There was no history of any prodromal symptoms prior to the fall. The patient subsequently lost consciousness and was brought to the hospital. Magnetic resonance imaging MRI of the cervical spine revealed a C5—6 dislocation. Despite an urgent discectomy and anterior cervical arthrodesis, he developed partial quadriplegia.

He subsequently developed respiratory failure requiring mechanical ventilation. This episode resolved spontaneously after one minute. Telemetry revealed sinus bradycardia, followed by sinus arrest, a ventricular escape rhythm, and, subsequently, restoration to normal sinus rhythm. On hospital day 10, he developed asystole lasting 20 seconds with loss of consciousness.

This episode resolved spontaneously with restoration of sinus bradycardia at 50—55bpm. Due to severe hemodynamic collapse caused by this event, a transvenous pacemaker was placed. The patient required continuous ventricular pacing at a rate of 60bpm for the next four days, after which his intrinsic rate increased to 60—70bpm without further episodes of asystole.

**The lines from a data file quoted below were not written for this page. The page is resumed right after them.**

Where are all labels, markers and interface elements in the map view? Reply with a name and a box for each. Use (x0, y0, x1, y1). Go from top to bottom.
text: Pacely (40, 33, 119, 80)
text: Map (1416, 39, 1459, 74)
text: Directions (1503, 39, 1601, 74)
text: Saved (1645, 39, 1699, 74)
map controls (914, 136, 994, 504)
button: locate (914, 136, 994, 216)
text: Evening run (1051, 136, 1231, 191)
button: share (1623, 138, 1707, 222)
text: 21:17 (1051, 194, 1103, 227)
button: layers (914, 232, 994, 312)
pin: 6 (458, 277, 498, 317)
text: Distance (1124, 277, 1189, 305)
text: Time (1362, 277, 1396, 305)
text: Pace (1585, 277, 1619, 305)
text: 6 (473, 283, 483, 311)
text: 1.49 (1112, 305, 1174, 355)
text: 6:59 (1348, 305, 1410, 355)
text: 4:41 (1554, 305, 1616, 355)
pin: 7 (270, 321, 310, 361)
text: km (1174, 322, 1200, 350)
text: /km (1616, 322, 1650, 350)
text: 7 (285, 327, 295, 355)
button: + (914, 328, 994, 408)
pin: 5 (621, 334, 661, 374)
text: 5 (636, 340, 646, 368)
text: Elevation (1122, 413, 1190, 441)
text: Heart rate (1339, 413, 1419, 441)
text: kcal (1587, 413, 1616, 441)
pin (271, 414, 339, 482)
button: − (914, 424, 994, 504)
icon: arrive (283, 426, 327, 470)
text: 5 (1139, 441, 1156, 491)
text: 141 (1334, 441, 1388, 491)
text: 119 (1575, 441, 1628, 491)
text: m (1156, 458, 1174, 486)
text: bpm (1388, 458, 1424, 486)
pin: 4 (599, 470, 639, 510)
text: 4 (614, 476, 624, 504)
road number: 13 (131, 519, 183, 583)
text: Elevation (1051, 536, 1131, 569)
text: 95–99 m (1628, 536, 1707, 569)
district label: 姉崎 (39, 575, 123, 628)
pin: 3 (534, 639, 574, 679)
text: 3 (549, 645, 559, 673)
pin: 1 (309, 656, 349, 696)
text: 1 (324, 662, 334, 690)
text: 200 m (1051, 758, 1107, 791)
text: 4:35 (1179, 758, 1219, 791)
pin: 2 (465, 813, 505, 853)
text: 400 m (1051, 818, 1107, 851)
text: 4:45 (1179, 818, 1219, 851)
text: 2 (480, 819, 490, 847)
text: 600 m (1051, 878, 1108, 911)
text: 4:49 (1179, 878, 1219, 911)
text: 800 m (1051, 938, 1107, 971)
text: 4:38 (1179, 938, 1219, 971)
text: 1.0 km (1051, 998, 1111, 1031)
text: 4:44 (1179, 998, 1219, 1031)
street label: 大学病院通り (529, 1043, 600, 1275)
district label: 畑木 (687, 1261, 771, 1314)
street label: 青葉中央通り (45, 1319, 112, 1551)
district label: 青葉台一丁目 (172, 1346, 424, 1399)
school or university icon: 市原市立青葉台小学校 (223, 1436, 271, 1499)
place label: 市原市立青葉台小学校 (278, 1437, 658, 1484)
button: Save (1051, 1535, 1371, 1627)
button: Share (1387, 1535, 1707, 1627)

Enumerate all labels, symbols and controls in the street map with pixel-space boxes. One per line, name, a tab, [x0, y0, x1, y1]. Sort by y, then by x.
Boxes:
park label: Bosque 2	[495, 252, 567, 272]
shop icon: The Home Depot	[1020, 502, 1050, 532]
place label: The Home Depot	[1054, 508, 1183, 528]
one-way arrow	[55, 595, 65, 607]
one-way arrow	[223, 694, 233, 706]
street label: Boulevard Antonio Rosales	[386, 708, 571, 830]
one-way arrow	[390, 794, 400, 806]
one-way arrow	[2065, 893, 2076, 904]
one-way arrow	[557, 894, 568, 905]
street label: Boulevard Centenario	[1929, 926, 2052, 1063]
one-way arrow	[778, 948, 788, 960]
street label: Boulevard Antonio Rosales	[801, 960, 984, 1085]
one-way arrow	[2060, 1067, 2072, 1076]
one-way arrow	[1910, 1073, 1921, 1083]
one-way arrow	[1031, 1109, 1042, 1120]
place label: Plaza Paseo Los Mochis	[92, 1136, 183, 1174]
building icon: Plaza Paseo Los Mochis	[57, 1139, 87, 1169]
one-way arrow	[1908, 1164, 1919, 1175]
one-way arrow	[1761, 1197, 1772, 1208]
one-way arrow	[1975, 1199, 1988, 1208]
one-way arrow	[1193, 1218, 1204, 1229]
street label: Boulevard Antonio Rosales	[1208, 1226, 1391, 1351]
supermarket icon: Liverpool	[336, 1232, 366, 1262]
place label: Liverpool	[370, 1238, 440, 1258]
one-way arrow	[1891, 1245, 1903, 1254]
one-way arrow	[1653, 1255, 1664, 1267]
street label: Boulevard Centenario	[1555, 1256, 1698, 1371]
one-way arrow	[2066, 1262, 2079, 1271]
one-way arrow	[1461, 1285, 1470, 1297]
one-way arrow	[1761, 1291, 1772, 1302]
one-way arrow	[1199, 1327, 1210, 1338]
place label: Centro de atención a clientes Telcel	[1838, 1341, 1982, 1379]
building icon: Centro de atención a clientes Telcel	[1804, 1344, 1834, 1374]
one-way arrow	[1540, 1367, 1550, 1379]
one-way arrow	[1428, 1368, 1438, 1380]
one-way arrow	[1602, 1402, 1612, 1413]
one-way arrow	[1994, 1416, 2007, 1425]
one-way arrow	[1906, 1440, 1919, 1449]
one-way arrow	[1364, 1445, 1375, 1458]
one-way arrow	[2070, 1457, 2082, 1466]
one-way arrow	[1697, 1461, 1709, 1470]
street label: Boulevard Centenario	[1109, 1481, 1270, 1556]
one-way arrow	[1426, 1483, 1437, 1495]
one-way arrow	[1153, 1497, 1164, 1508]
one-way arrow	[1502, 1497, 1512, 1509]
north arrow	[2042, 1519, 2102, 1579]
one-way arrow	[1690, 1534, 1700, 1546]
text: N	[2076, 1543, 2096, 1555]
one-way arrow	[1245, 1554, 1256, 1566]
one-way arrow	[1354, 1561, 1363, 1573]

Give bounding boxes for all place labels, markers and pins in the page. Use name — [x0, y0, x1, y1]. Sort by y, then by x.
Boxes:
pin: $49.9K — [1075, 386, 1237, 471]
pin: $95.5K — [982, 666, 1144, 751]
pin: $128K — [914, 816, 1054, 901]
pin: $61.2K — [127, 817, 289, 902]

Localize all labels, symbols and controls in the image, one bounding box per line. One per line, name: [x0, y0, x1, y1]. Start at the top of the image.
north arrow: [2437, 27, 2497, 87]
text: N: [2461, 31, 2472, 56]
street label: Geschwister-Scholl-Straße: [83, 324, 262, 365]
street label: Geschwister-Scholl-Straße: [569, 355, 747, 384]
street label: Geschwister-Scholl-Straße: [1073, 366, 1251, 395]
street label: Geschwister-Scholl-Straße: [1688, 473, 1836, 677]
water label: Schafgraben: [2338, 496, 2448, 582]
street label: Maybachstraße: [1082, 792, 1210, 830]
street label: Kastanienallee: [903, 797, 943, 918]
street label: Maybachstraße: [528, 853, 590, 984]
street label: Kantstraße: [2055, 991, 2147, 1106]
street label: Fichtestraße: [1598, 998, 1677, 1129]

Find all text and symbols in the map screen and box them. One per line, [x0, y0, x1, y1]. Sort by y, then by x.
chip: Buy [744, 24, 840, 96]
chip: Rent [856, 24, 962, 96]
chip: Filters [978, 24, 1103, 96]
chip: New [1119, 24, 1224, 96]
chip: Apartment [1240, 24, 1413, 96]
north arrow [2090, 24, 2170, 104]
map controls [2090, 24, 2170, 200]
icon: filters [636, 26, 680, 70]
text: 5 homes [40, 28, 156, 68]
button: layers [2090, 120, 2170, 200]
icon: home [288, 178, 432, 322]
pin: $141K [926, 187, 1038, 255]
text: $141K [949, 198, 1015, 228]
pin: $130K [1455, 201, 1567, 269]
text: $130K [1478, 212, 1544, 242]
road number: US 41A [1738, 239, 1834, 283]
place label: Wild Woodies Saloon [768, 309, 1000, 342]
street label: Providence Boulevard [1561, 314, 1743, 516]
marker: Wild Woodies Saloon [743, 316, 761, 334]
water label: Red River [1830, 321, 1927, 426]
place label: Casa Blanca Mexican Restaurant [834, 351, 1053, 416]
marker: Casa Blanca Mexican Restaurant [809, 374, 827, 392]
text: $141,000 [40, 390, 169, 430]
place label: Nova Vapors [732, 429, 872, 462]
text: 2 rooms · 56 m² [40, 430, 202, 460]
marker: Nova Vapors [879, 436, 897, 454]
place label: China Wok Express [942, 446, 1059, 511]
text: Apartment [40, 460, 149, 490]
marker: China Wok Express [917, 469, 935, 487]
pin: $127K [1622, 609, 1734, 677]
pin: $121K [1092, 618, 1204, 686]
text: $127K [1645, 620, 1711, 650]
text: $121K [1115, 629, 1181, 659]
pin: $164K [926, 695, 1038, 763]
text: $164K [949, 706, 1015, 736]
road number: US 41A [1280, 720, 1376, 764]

He did not require any more pacing support over the next three days and on hospital day 17 the pacemaker was discontinued. The patient did well from a cardiac standpoint at follow-up four weeks after the injury, with no further documented episodes of bradyarrythmias, syncope, or pre-syncope. There are an estimated 10,—12, spinal cord injuries every year in the US.

Some of the most common vasopressors include:. In addition, if you have a slower heart rhythm, your doctor may prescribe you atropine. This medication will help to keep your heartbeat normal. Neurogenic shock can be fatal. A spinal cord injury is damage to the spinal cord that can have a lasting and significant impact on your daily life.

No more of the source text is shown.